Paul Di’Anno shares that “Going on tour is bad for my health”

Author Benedetta Baldin - 21.6.2024

Paul Di’Anno, the former frontman of Iron Maiden, spoke about his treatment progress in a recent interview with Canada’s The Metal Voice. Di’Anno has been performing in a wheelchair due to serious health issues for the majority of the past ten years. His surgery was performed nearly two years ago in Croatia. 

The fault [for the slow progress] is mine, because we keep breaking off, going to tour. And sometimes we’ve got to do that, because the fucking bills are astronomical, for medical care and that. It’s actually cheaper doing it [the treatment] privately over here [in Croatia], because you won’t get nothing done in England. So anyway, so you’ve gotta do what you can, but we’ve taken these couple of months off to get me going, I think for my sanity’s sake as well, because I’ve been suicidal over this over the last few years. It’s just too much. I’m not one of those people who should be sitting around all fucking day.

Would touring be better or worse for his health?

It’s bad for my health. It’s not good for me, because I’m not getting the physio done or the lymphatic drainage I need. Or you can sometimes, but not all the time. It’s very difficult. And, obviously, transferring from A to B, to airplanes and onto buses and that. But playing live does you a lot of good [mentally].

His current situation is unfortunately not ideal.

Yeah, I spend a lot of time in isolation, especially where I live, ’cause I live out in the countryside and I don’t get many people come to visit. And I’ve been really ill the last couple of months with infection after infection after infection, ’cause I caught pneumonia last year in Mexico. I was over there doing physio after I finished a tour.

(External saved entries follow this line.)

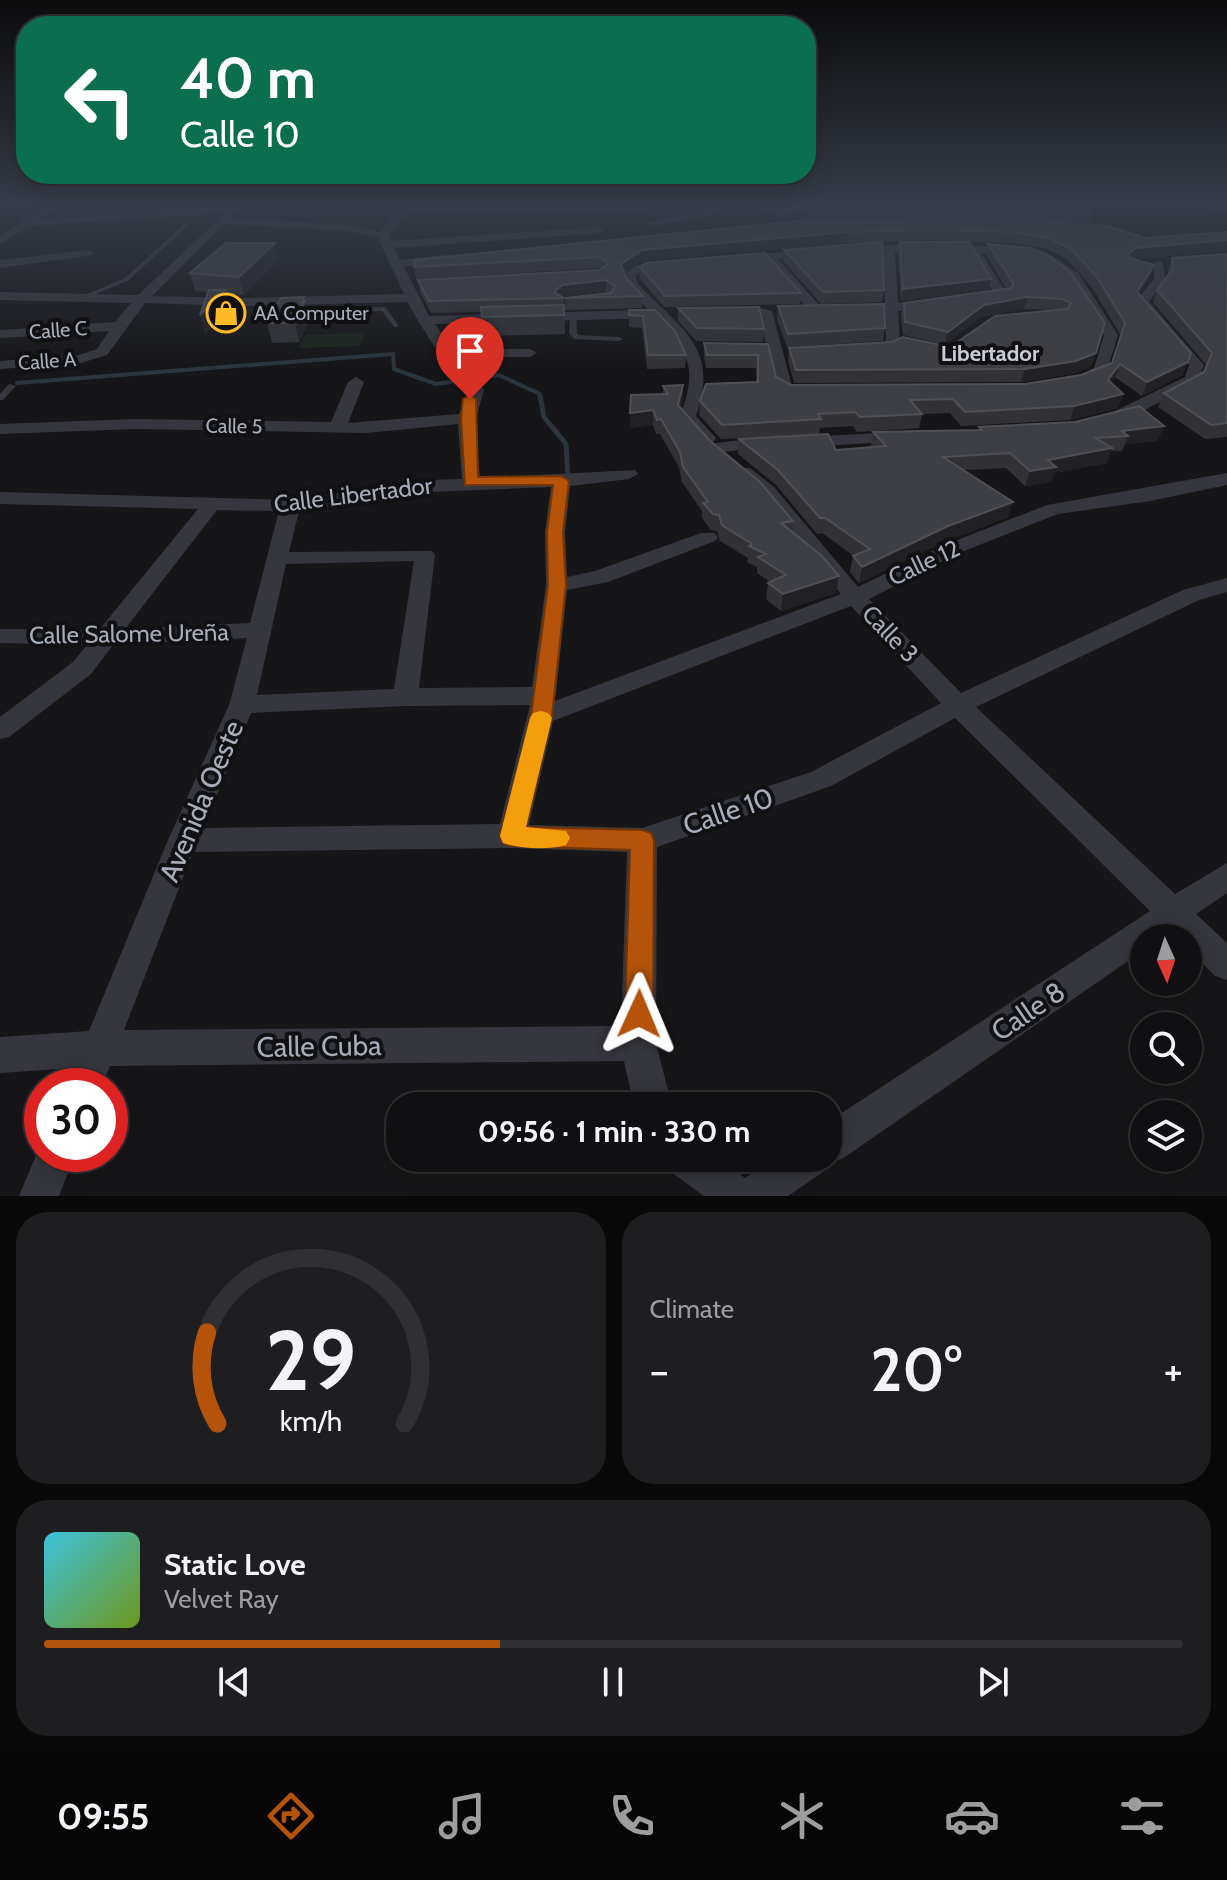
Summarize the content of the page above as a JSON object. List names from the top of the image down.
{
  "streets": {
    "street": [
      "Calle C",
      "Calle A",
      "Calle 5",
      "Calle Libertador",
      "Calle 12",
      "Calle Salome Ureña",
      "Calle 3",
      "Avenida Oeste",
      "Calle 10",
      "Calle 8",
      "Calle Cuba"
    ]
  },
  "crossings": [
    ["Calle C", "Calle A"],
    ["Calle Libertador", "Avenida Oeste"],
    ["Calle 12", "Calle 3"],
    ["Calle 12", "Avenida Oeste"],
    ["Calle Salome Ureña", "Avenida Oeste"],
    ["Calle 3", "Calle 10"],
    ["Calle 3", "Calle 8"],
    ["Avenida Oeste", "Calle 10"],
    ["Avenida Oeste", "Calle Cuba"]
  ],
  "districts": ["Libertador"],
  "places": {
    "shop": ["AA Computer"]
  },
  "north": "bottom",
  "page": {
    "turn": ["40 m", "Calle 10"],
    "limit": "30",
    "trip": "09:56 · 1 min · 330 m",
    "tile": "Climate",
    "heat": ["−", "20°", "+"],
    "song": ["Static Love", "Velvet Ray"],
    "tabs": "09:55",
    "gauge": ["29", "km/h"]
  }
}
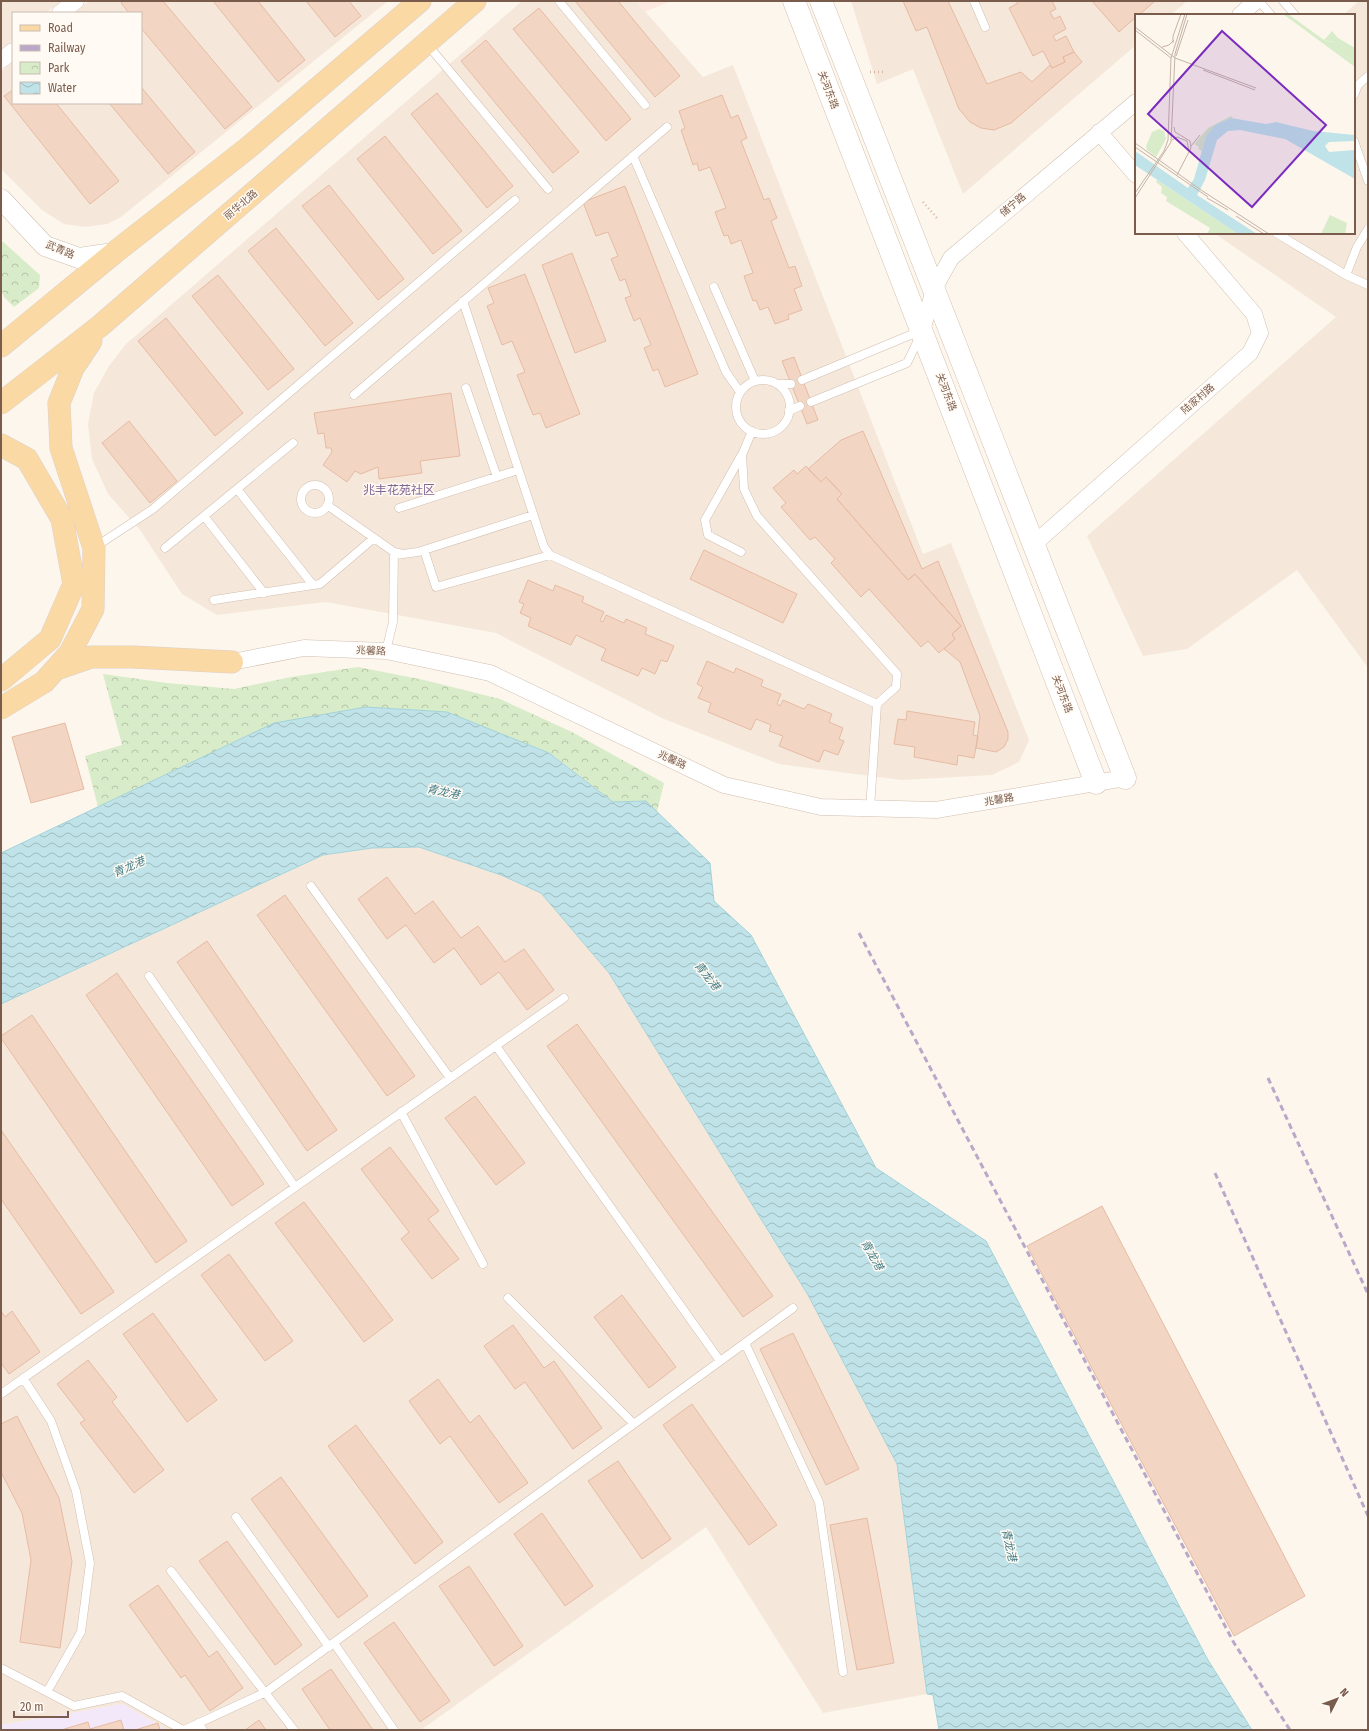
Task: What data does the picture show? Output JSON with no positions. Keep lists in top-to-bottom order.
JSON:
{
  "streets": {
    "main road": ["关河东路", "丽华北路"],
    "street": [
      "储宁路",
      "武青路",
      "陆家村路",
      "兆馨路"
    ]
  },
  "crossings": [
    ["关河东路", "储宁路"],
    ["关河东路", "兆馨路"]
  ],
  "districts": ["兆丰花苑社区"],
  "water": ["青龙港"],
  "legend": [
    "Road",
    "Railway",
    "Park",
    "Water"
  ],
  "scale_bar": "20 m",
  "north": "top right"
}
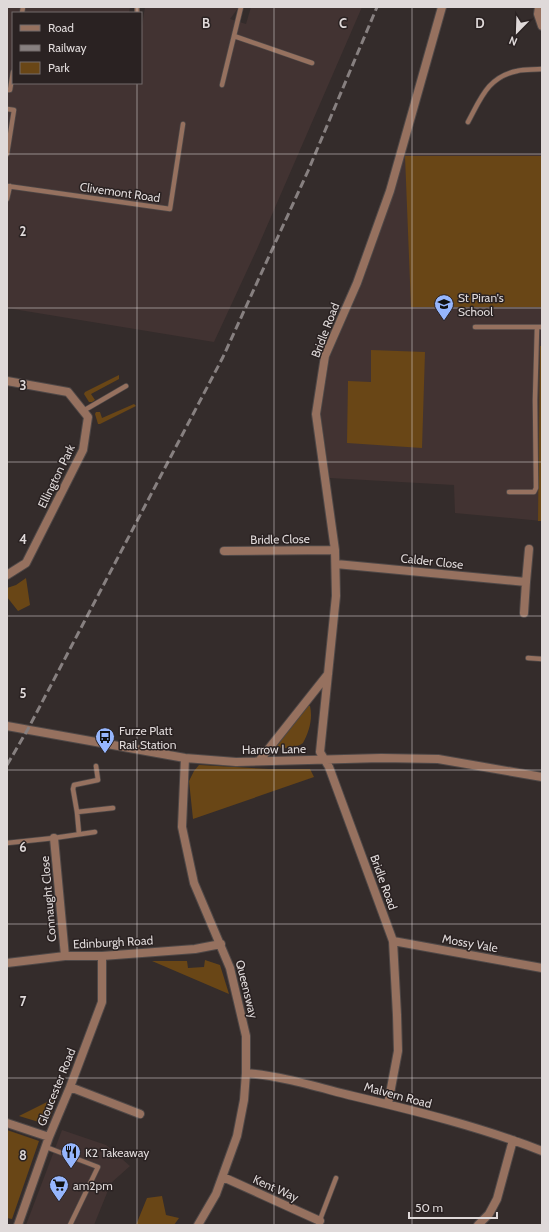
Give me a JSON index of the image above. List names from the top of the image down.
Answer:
{
  "streets": {
    "street": [
      "Bridle Road",
      "Ellington Park",
      "Bridle Close",
      "Calder Close",
      "Harrow Lane",
      "Connaught Close",
      "Edinburgh Road",
      "Mossy Vale",
      "Queensway",
      "Gloucester Road",
      "Malvern Road",
      "Kent Way"
    ],
    "lane": ["Clivemont Road"]
  },
  "crossings": [
    ["Bridle Road", "Bridle Close"],
    ["Bridle Road", "Calder Close"],
    ["Bridle Road", "Harrow Lane"],
    ["Bridle Road", "Mossy Vale"],
    ["Bridle Road", "Malvern Road"],
    ["Harrow Lane", "Queensway"],
    ["Connaught Close", "Edinburgh Road"],
    ["Edinburgh Road", "Queensway"],
    ["Edinburgh Road", "Gloucester Road"],
    ["Queensway", "Malvern Road"],
    ["Queensway", "Kent Way"]
  ],
  "places": {
    "school or university": ["St Piran's School"],
    "bus stop": ["Furze Platt Rail Station"],
    "restaurant": ["K2 Takeaway"],
    "supermarket": ["am2pm"]
  },
  "legend": ["Road", "Railway", "Park"],
  "scale_bar": "50 m",
  "north": "bottom left",
  "grid": {
    "columns": ["B", "C", "D"],
    "rows": [
      "2",
      "3",
      "4",
      "5",
      "6",
      "7",
      "8"
    ]
  }
}
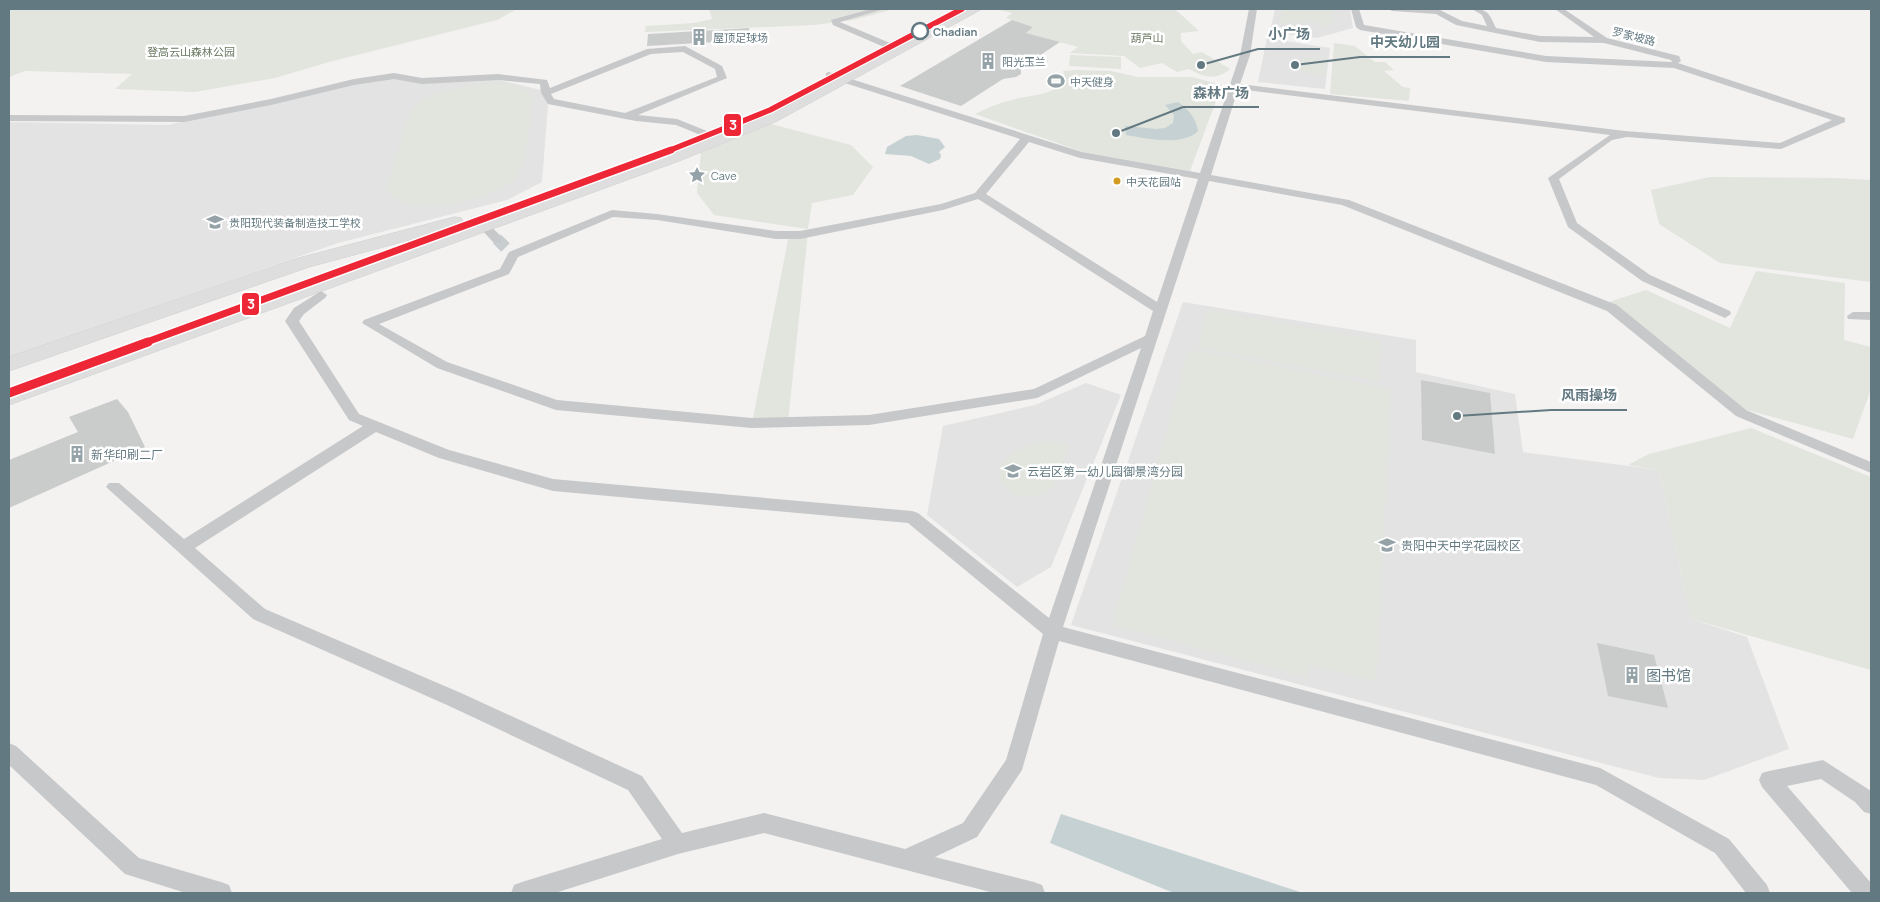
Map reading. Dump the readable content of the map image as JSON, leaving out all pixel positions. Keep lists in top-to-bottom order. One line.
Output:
{"streets":{"street":["罗家坡路"]},"parks":["葫芦山","登高云山森林公园"],"places":{"other":["Chadian","小广场","中天幼儿园","森林广场","中天花园站","风雨操场"],"building":["屋顶足球场","阳光玉兰","新华印刷二厂","图书馆"],"sports":["中天健身"],"place":["Cave"],"school or university":["贵阳现代装备制造技工学校","云岩区第一幼儿园御景湾分园","贵阳中天中学花园校区"]},"lines":["transit line 3"]}
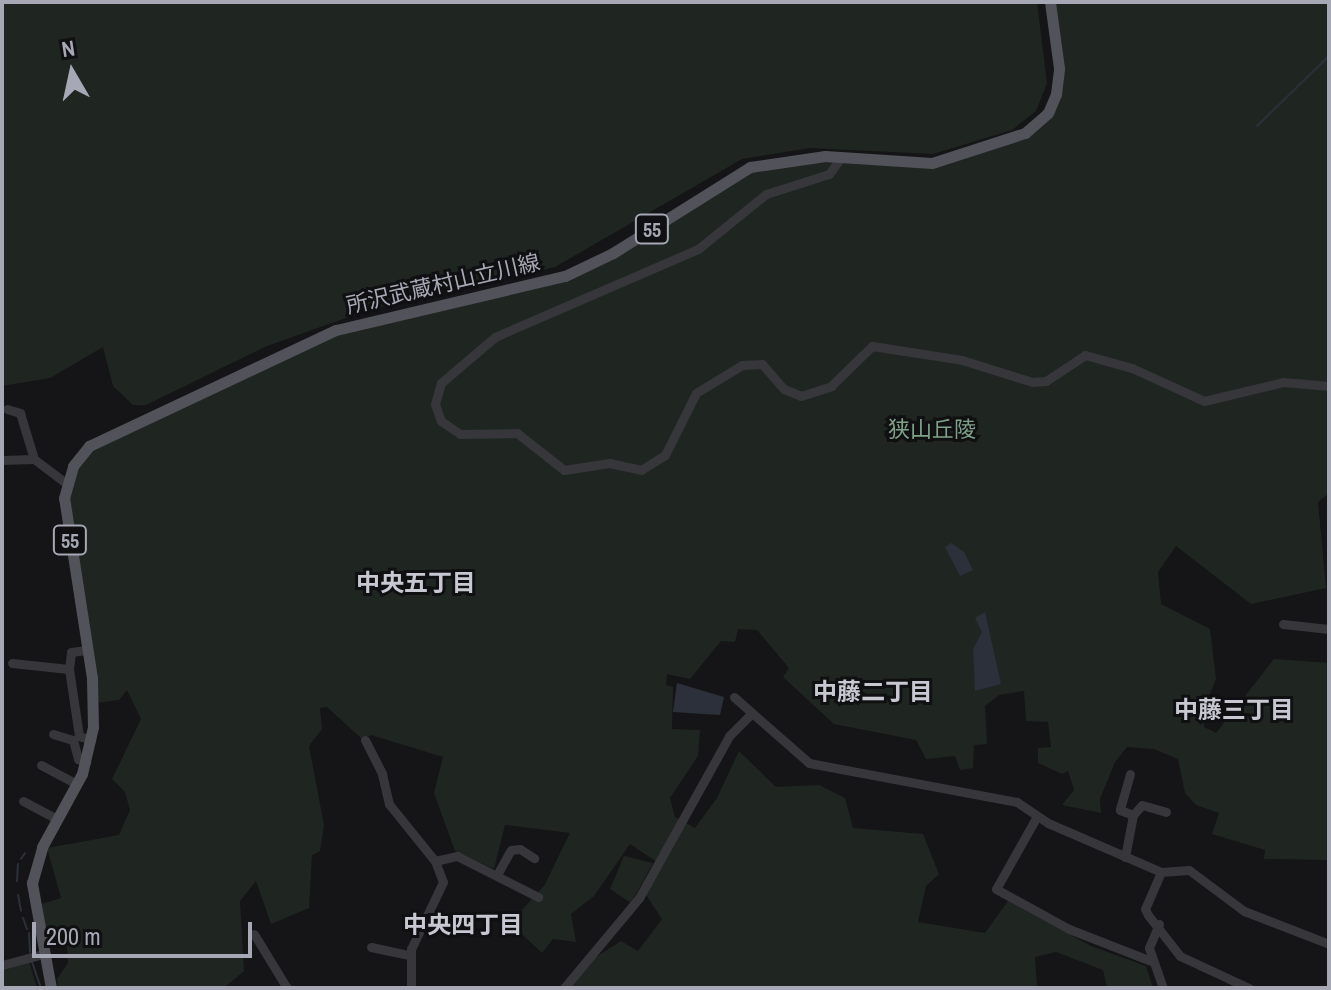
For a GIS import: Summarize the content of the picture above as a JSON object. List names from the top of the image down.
{
  "streets": {
    "main road": ["55", "所沢武蔵村山立川線"]
  },
  "crossings": [
    ["55", "所沢武蔵村山立川線"]
  ],
  "districts": [
    "中央五丁目",
    "中藤二丁目",
    "中藤三丁目",
    "中央四丁目"
  ],
  "parks": ["狭山丘陵"],
  "scale_bar": "200 m",
  "north": "top"
}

Di’Anno continued by stating that his fight with sepsis in 2015 had left him with permanent changes to his immune system, which set off a vicious cycle in which his compromised defences failed to repel fresh attacks and increase his susceptibility to repeated illnesses. 

Somebody sneezes on me, I’ll probably go down with [a severe illness]. But that’s what you get from a sepsis. It just weakens your system.